"""
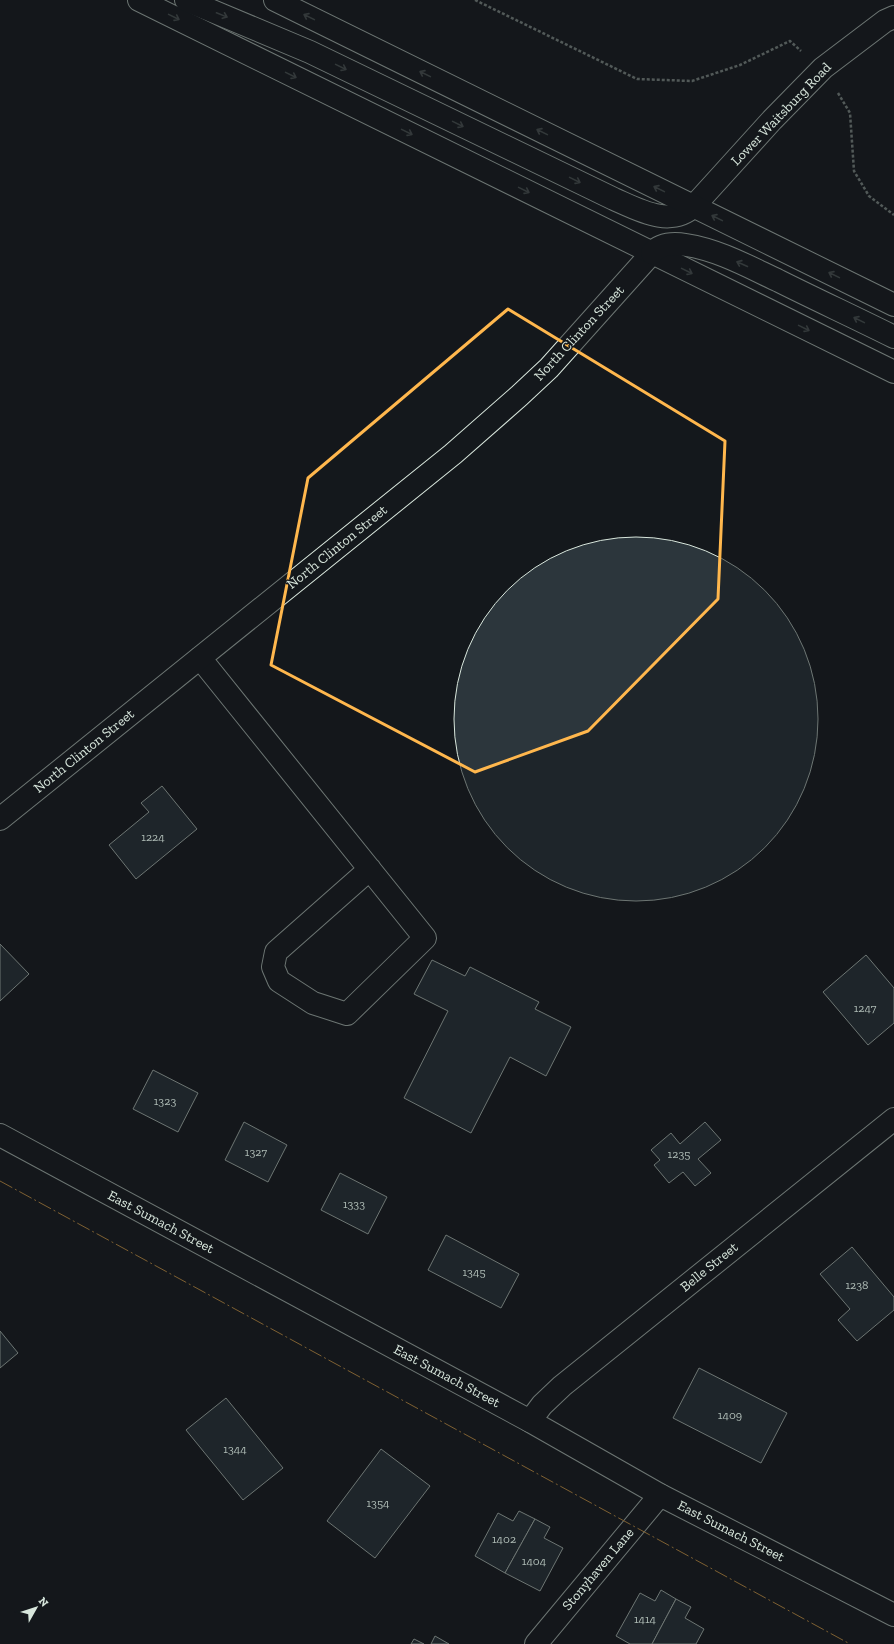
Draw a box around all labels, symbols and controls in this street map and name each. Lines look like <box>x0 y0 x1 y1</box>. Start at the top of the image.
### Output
one-way arrow <box>216 11 228 19</box>
one-way arrow <box>303 13 315 20</box>
one-way arrow <box>168 14 180 21</box>
street label: Lower Waitsburg Road <box>727 59 835 169</box>
one-way arrow <box>335 64 347 71</box>
one-way arrow <box>420 70 432 77</box>
one-way arrow <box>284 72 296 79</box>
one-way arrow <box>452 121 464 128</box>
one-way arrow <box>536 127 548 135</box>
one-way arrow <box>401 129 413 136</box>
one-way arrow <box>569 177 581 184</box>
one-way arrow <box>653 185 665 192</box>
one-way arrow <box>517 187 529 194</box>
one-way arrow <box>712 214 724 221</box>
one-way arrow <box>736 260 748 267</box>
one-way arrow <box>681 268 693 275</box>
one-way arrow <box>828 271 840 278</box>
street label: North Clinton Street <box>530 281 628 384</box>
one-way arrow <box>853 316 865 323</box>
one-way arrow <box>798 325 810 332</box>
street label: North Clinton Street <box>283 501 391 593</box>
street label: North Clinton Street <box>30 705 138 797</box>
house number: 1224 <box>141 830 165 844</box>
house number: 1247 <box>854 1001 877 1015</box>
house number: 1323 <box>154 1094 176 1108</box>
house number: 1327 <box>245 1145 268 1159</box>
house number: 1235 <box>668 1147 690 1161</box>
street label: East Sumach Street <box>105 1187 218 1258</box>
house number: 1333 <box>343 1197 365 1211</box>
street label: Belle Street <box>677 1238 742 1295</box>
house number: 1345 <box>462 1265 486 1279</box>
house number: 1238 <box>845 1278 869 1292</box>
street label: East Sumach Street <box>391 1341 504 1412</box>
house number: 1409 <box>718 1408 742 1422</box>
house number: 1344 <box>223 1442 247 1456</box>
house number: 1354 <box>366 1496 390 1510</box>
street label: East Sumach Street <box>675 1497 788 1566</box>
street label: Stonyhaven Lane <box>559 1524 638 1614</box>
house number: 1402 <box>492 1532 516 1546</box>
house number: 1404 <box>522 1554 547 1568</box>
north arrow <box>16 1588 56 1628</box>
text: N <box>36 1595 51 1610</box>
house number: 1414 <box>634 1612 657 1626</box>

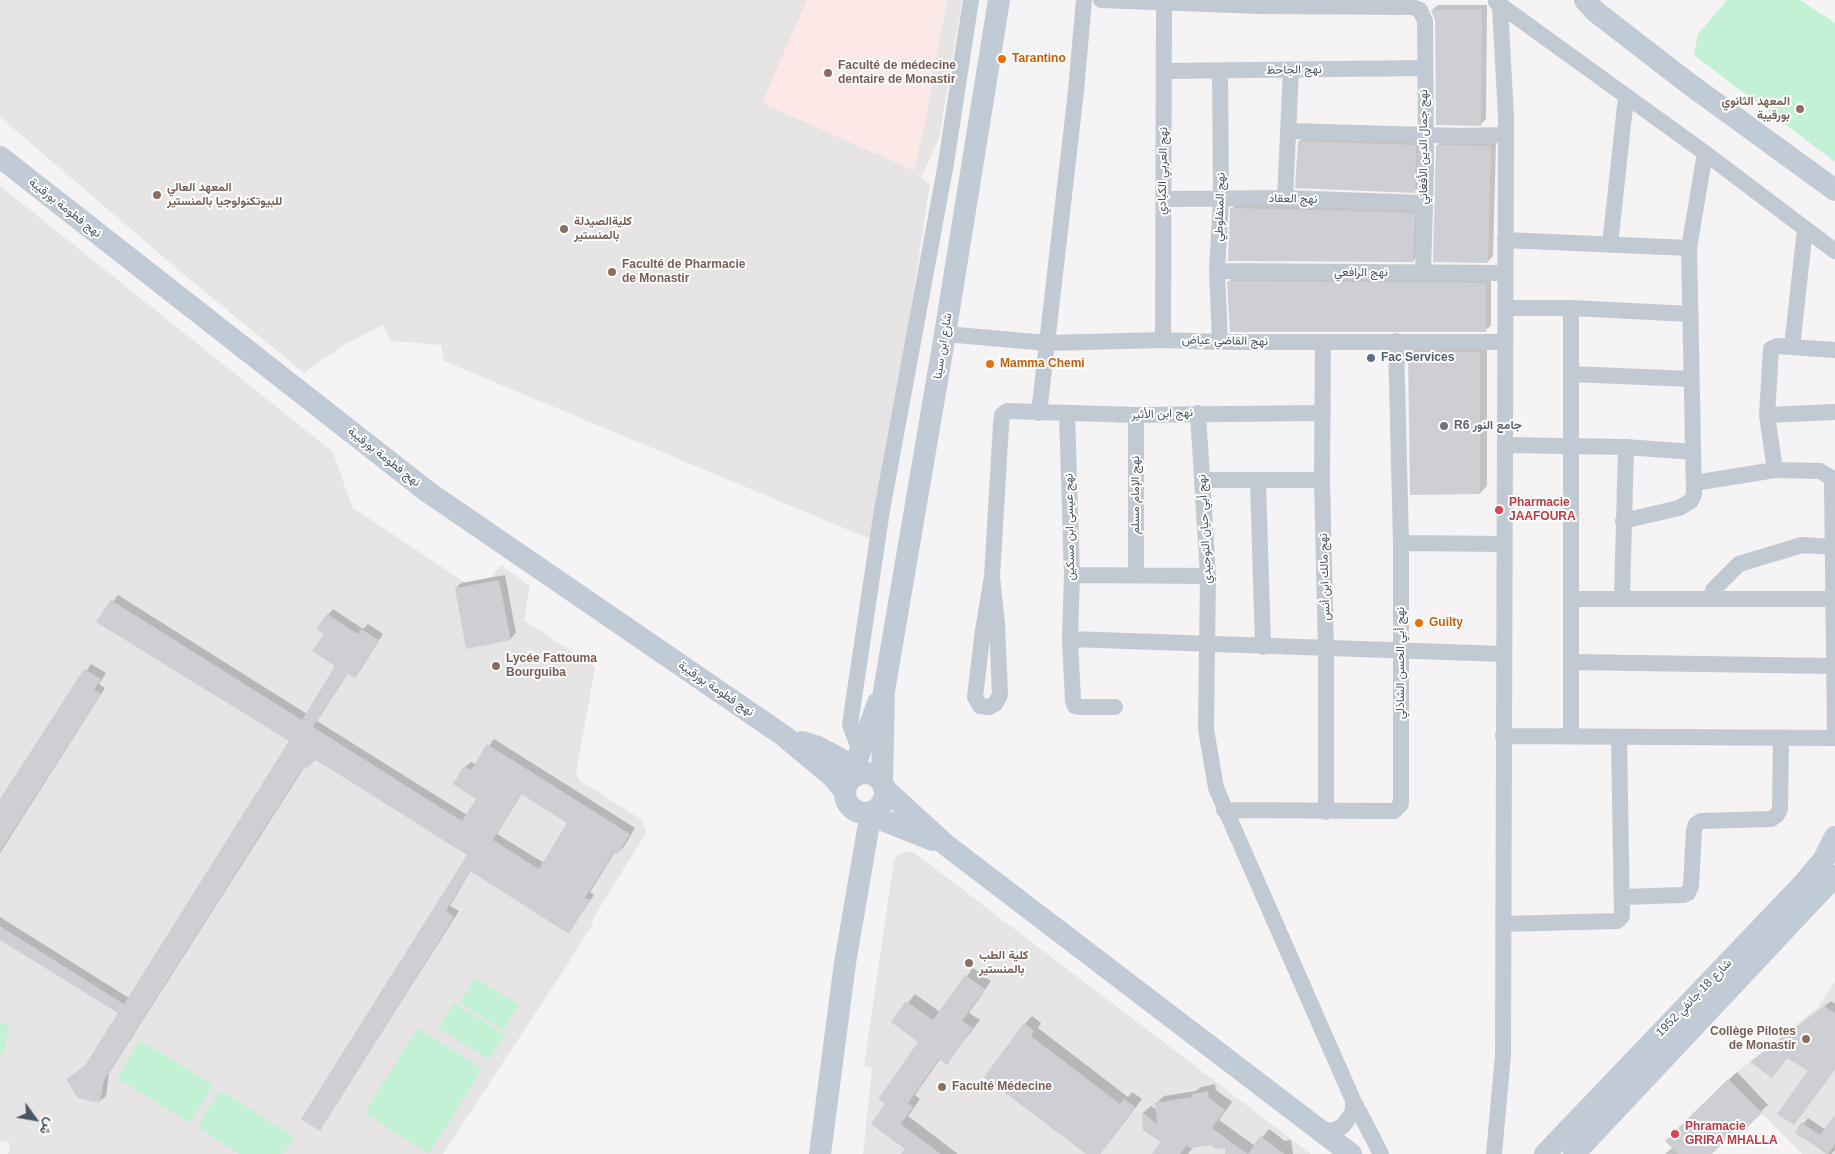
"""
**PROBLEM DESCRIPTION:** Set down the data above word for word, leaving every picture out.

**EXERCISE RESULT:**
Draw a box around all labels, symbols and controls in this street map and name each. Lines look like <box>x0 y0 x1 y1</box>. Start at the top of the image.
### Output
one-way arrow <box>216 11 228 19</box>
one-way arrow <box>303 13 315 20</box>
one-way arrow <box>168 14 180 21</box>
street label: Lower Waitsburg Road <box>727 59 835 169</box>
one-way arrow <box>335 64 347 71</box>
one-way arrow <box>420 70 432 77</box>
one-way arrow <box>284 72 296 79</box>
one-way arrow <box>452 121 464 128</box>
one-way arrow <box>536 127 548 135</box>
one-way arrow <box>401 129 413 136</box>
one-way arrow <box>569 177 581 184</box>
one-way arrow <box>653 185 665 192</box>
one-way arrow <box>517 187 529 194</box>
one-way arrow <box>712 214 724 221</box>
one-way arrow <box>736 260 748 267</box>
one-way arrow <box>681 268 693 275</box>
one-way arrow <box>828 271 840 278</box>
street label: North Clinton Street <box>530 281 628 384</box>
one-way arrow <box>853 316 865 323</box>
one-way arrow <box>798 325 810 332</box>
street label: North Clinton Street <box>283 501 391 593</box>
street label: North Clinton Street <box>30 705 138 797</box>
house number: 1224 <box>141 830 165 844</box>
house number: 1247 <box>854 1001 877 1015</box>
house number: 1323 <box>154 1094 176 1108</box>
house number: 1327 <box>245 1145 268 1159</box>
house number: 1235 <box>668 1147 690 1161</box>
street label: East Sumach Street <box>105 1187 218 1258</box>
house number: 1333 <box>343 1197 365 1211</box>
street label: Belle Street <box>677 1238 742 1295</box>
house number: 1345 <box>462 1265 486 1279</box>
house number: 1238 <box>845 1278 869 1292</box>
street label: East Sumach Street <box>391 1341 504 1412</box>
house number: 1409 <box>718 1408 742 1422</box>
house number: 1344 <box>223 1442 247 1456</box>
house number: 1354 <box>366 1496 390 1510</box>
street label: East Sumach Street <box>675 1497 788 1566</box>
street label: Stonyhaven Lane <box>559 1524 638 1614</box>
house number: 1402 <box>492 1532 516 1546</box>
house number: 1404 <box>522 1554 547 1568</box>
north arrow <box>16 1588 56 1628</box>
text: N <box>36 1595 51 1610</box>
house number: 1414 <box>634 1612 657 1626</box>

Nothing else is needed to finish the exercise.